*** Exercise inputs Section Begins ***

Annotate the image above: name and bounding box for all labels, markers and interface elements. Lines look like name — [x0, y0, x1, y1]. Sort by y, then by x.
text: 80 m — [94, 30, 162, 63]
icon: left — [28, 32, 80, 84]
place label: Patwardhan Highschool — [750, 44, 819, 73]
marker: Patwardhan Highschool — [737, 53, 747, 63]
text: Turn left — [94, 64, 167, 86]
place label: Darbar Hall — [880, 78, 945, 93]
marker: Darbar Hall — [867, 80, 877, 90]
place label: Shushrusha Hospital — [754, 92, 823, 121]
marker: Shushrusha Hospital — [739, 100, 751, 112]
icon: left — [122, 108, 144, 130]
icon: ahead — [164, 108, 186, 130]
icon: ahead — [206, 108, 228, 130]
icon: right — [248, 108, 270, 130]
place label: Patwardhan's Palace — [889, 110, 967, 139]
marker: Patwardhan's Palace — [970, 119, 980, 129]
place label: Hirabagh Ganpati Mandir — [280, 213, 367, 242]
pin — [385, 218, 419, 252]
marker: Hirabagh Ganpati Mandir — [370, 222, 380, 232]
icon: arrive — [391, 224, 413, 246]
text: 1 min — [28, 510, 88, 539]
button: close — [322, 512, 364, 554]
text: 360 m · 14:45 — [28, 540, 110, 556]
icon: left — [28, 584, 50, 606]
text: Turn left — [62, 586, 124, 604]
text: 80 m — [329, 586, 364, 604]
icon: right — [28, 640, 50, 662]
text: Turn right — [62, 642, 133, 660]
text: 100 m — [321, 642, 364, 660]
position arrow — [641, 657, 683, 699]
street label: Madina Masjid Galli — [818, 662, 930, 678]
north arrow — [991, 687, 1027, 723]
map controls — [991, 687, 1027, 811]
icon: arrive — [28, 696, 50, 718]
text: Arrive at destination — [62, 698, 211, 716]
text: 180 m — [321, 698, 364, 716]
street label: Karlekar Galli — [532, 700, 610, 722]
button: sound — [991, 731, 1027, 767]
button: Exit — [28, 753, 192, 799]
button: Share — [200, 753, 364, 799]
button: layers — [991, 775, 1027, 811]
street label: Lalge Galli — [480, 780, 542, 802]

*** Exercise inputs Section Ends ***
*** Exercise inputs Section Begins ***

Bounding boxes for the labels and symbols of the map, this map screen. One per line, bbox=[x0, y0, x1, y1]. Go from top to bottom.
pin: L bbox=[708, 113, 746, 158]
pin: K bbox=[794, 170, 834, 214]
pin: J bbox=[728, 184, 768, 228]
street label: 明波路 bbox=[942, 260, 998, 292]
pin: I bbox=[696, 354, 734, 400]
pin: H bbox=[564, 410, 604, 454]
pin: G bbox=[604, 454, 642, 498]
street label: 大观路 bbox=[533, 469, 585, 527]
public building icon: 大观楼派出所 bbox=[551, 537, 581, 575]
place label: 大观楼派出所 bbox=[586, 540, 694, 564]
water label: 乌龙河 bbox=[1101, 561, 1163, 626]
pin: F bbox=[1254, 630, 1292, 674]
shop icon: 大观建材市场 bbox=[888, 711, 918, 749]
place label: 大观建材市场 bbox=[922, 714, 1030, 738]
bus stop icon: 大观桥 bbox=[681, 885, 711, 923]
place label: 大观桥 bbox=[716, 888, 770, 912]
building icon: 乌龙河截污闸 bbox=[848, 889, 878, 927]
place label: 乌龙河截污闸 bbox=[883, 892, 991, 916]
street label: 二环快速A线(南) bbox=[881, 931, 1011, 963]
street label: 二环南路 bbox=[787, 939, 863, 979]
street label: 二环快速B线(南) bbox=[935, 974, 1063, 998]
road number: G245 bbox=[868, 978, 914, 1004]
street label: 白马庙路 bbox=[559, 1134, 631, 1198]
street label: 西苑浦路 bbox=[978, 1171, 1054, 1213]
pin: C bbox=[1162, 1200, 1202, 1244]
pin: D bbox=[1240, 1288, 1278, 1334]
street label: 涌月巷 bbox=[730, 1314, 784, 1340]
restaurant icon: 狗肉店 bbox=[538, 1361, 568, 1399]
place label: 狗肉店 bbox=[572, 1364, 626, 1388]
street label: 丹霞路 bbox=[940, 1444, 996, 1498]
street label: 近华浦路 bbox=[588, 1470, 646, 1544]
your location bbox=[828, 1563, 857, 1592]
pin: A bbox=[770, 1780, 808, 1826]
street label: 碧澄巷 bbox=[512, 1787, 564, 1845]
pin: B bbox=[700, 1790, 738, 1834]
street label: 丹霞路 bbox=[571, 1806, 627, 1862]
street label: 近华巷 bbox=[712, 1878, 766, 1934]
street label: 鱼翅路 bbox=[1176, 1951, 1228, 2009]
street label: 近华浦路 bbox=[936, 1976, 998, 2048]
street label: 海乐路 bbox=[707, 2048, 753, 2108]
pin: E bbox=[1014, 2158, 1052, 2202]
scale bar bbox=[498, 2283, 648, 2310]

*** Exercise inputs Section Ends ***

▸ Your instructions
Find the word "Patwardhan" in the entries and show each line where it is found.

▸ Your solution
place label: Patwardhan Highschool — [750, 44, 819, 73]
marker: Patwardhan Highschool — [737, 53, 747, 63]
place label: Patwardhan's Palace — [889, 110, 967, 139]
marker: Patwardhan's Palace — [970, 119, 980, 129]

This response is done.